> _TASK DIRECTIONS_:
Within the data below, count every line that includes "markers" and report the total alone.
[Opening GIVEN RECORDS section]
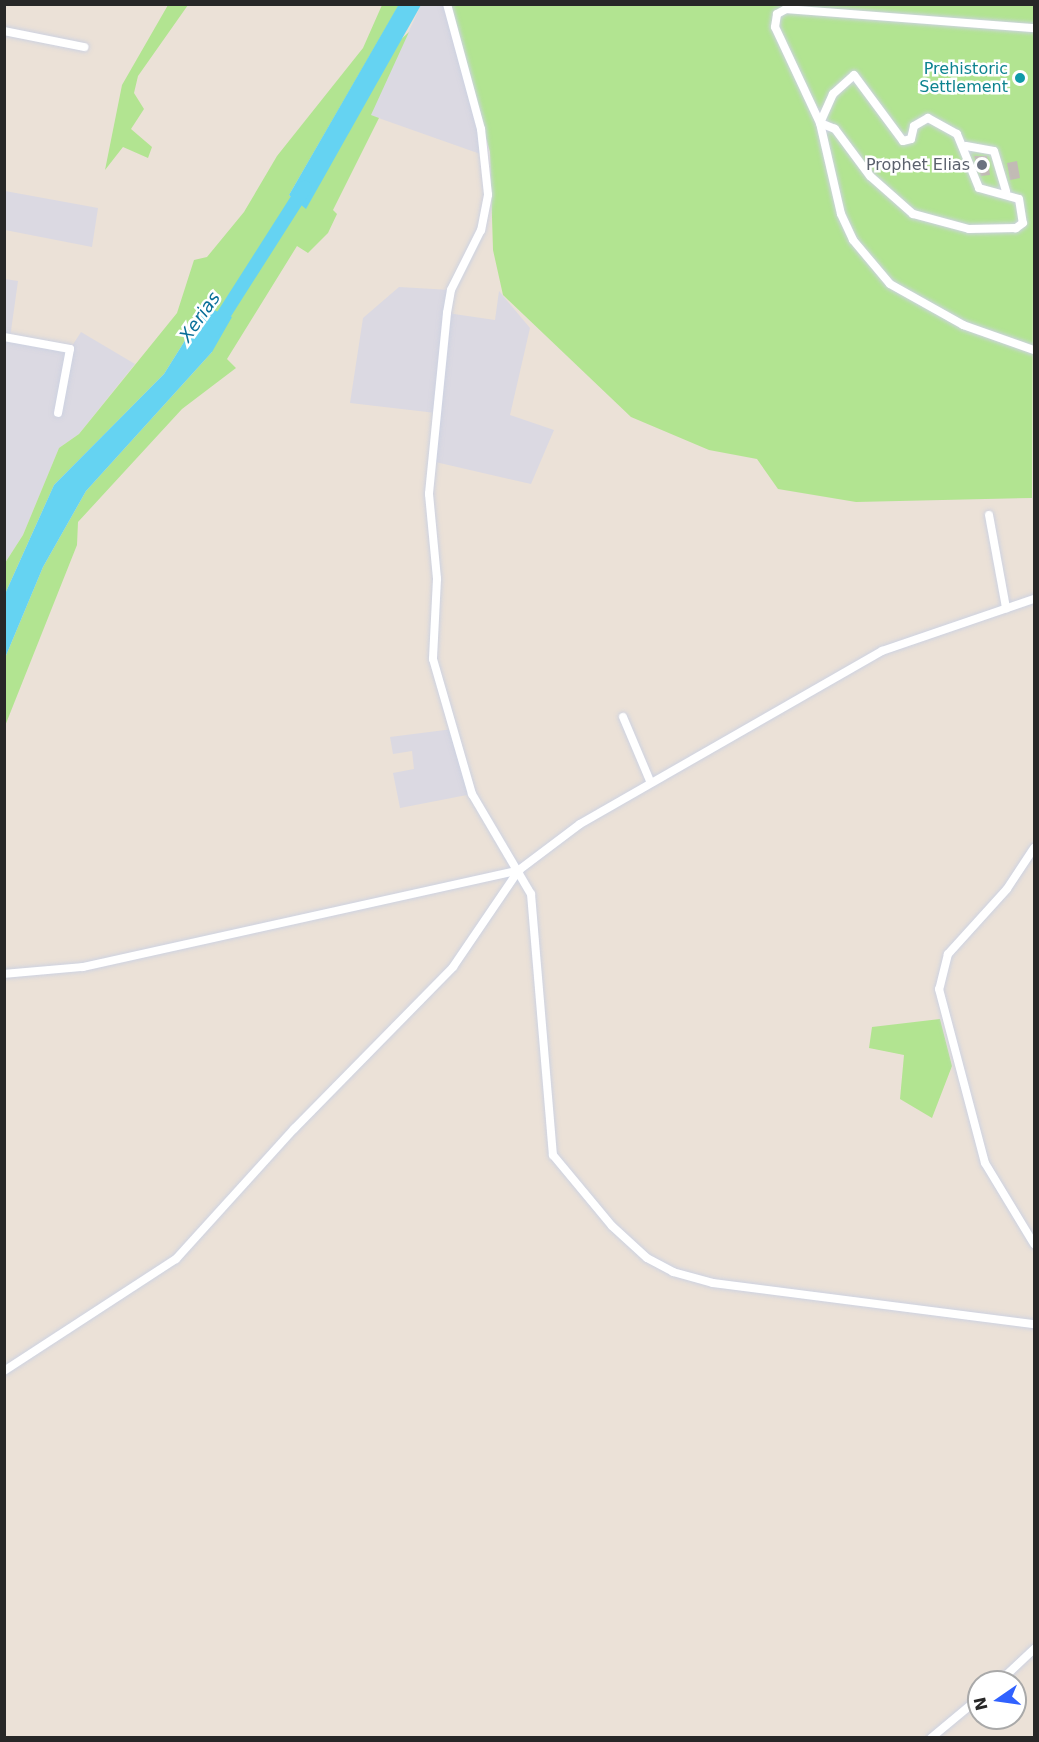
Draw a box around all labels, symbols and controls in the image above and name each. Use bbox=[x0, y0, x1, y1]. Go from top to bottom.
place label: Prehistoric Settlement bbox=[919, 59, 1008, 97]
marker: Prehistoric Settlement bbox=[1013, 71, 1027, 85]
place label: Prophet Elias bbox=[866, 155, 970, 175]
marker: Prophet Elias bbox=[975, 158, 989, 172]
water label: Xerias bbox=[175, 288, 225, 346]
north arrow bbox=[967, 1670, 1027, 1730]
text: N bbox=[970, 1695, 992, 1712]

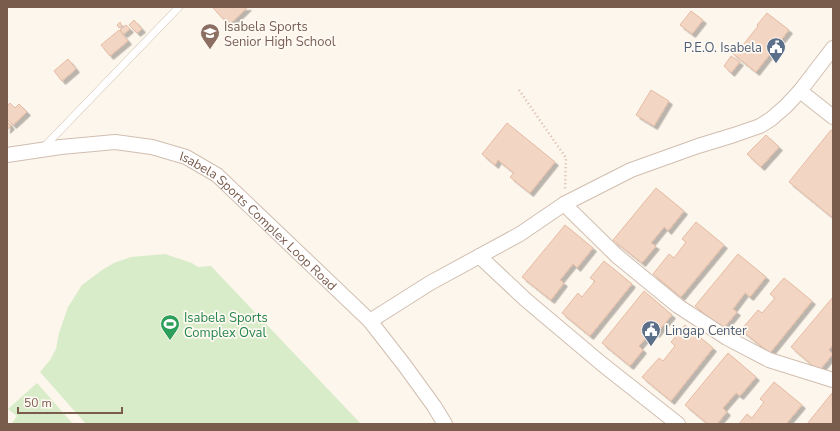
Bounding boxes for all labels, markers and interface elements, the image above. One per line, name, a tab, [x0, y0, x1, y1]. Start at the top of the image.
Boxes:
place label: Isabela Sports Senior High School	[224, 18, 336, 51]
school or university icon: Isabela Sports Senior High School	[199, 22, 221, 50]
public building icon: P.E.O. Isabela	[765, 36, 787, 64]
place label: P.E.O. Isabela	[684, 39, 762, 57]
street label: Isabela Sports Complex Loop Road	[177, 148, 340, 295]
place label: Isabela Sports Complex Oval	[184, 309, 268, 342]
sports icon: Isabela Sports Complex Oval	[159, 313, 181, 341]
public building icon: Lingap Center	[640, 319, 662, 347]
place label: Lingap Center	[665, 322, 747, 340]
scale bar	[18, 389, 122, 415]
text: 50 m	[24, 395, 52, 411]

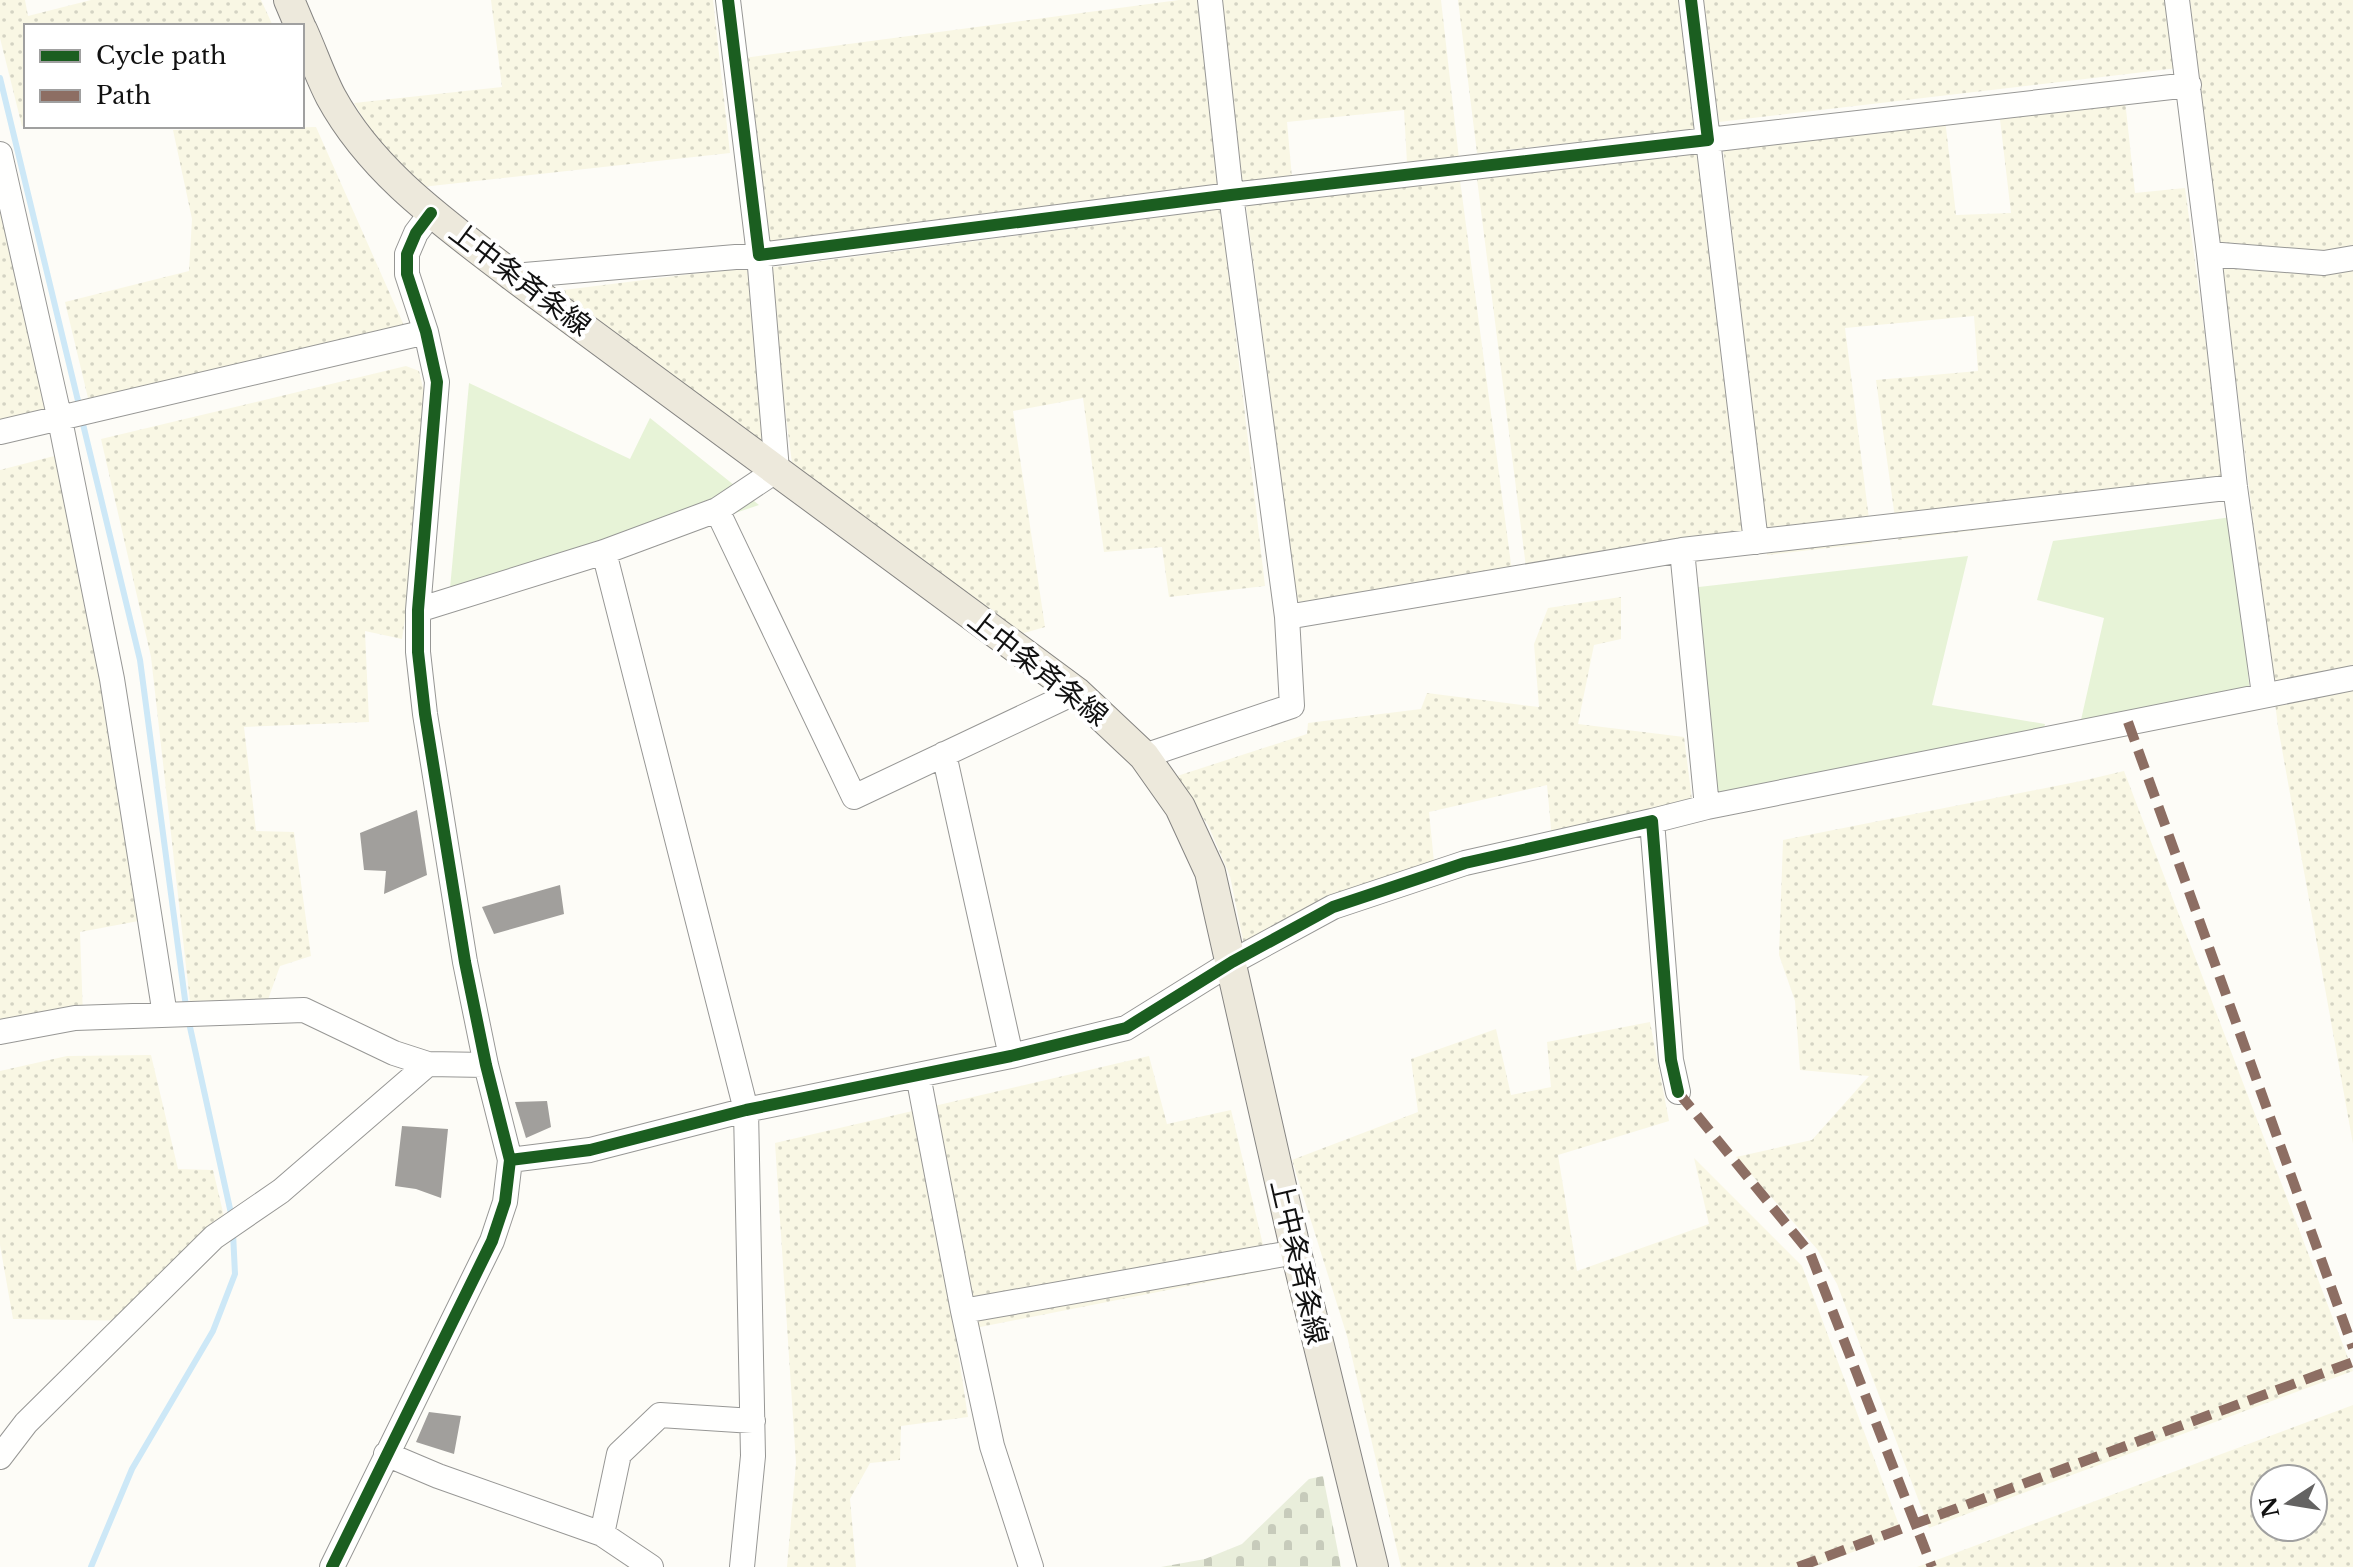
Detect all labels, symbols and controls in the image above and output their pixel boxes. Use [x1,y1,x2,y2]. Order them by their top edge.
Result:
legend [24,24,304,128]
text: Cycle path [96,41,227,70]
text: Path [96,81,151,110]
street label: 上中条斉条線 [442,214,598,344]
street label: 上中条斉条線 [961,602,1115,734]
street label: 上中条斉条線 [1263,1176,1335,1348]
north arrow [2249,1463,2329,1543]
text: N [2255,1494,2285,1520]

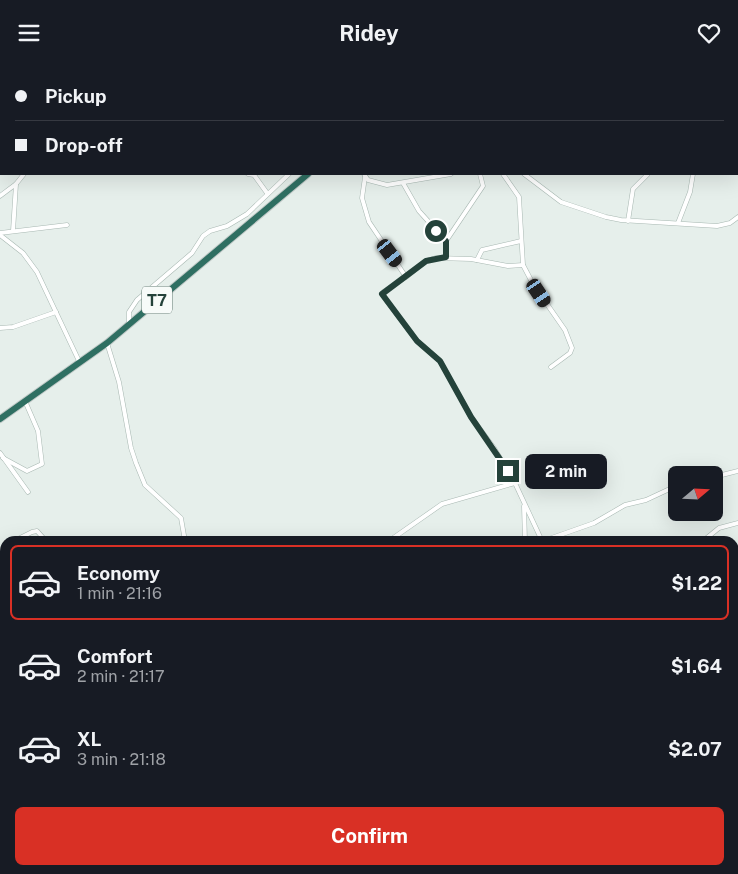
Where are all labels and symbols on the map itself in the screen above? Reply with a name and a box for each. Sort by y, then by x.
route start [425,220,447,242]
car [374,237,405,269]
car [524,276,553,310]
road number: T7 [142,287,172,313]
callout: 2 min [526,453,608,489]
route end [497,460,519,482]
north arrow [668,466,722,521]

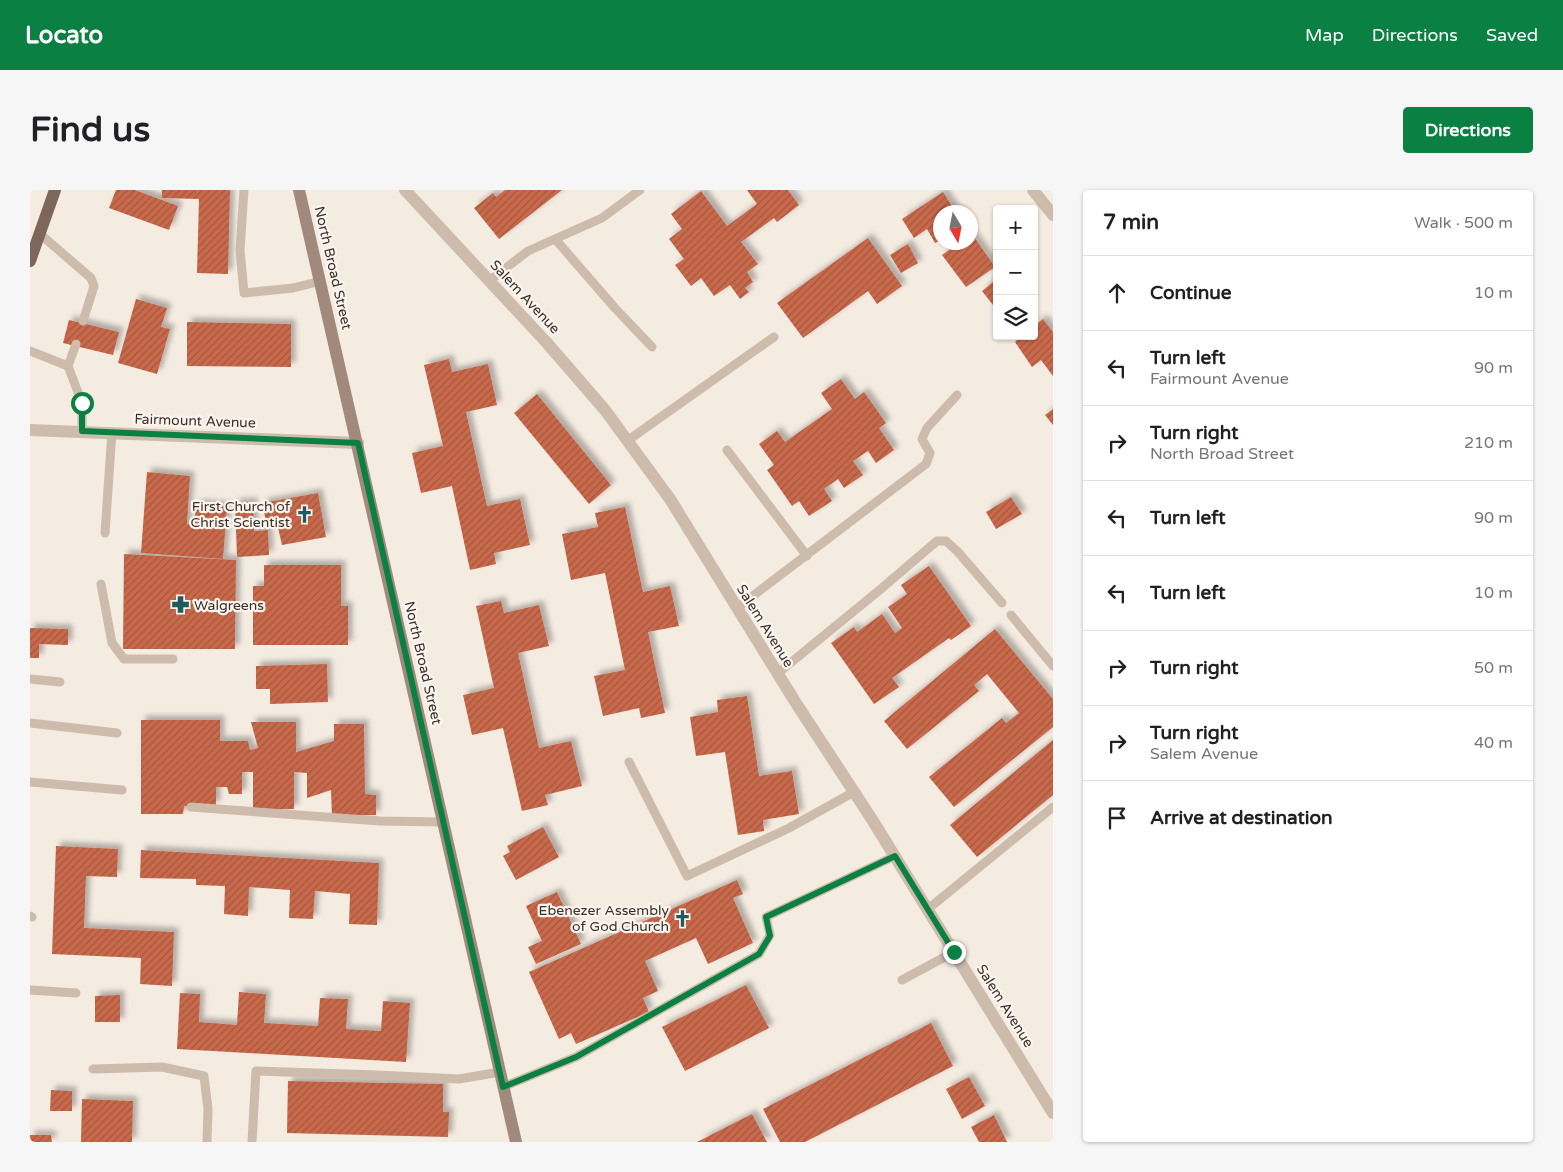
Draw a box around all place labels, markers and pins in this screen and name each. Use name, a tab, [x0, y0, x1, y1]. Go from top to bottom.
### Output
place label: First Church of Christ Scientist	[191, 498, 291, 531]
church icon: First Church of Christ Scientist	[294, 504, 314, 524]
pharmacy icon: Walgreens	[170, 595, 190, 615]
place label: Walgreens	[194, 597, 264, 614]
place label: Ebenezer Assembly of God Church	[538, 902, 669, 935]
church icon: Ebenezer Assembly of God Church	[673, 908, 693, 928]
[Closing GIVEN RECORDS section]
> _RESULT OF THE EXERCISE_:
2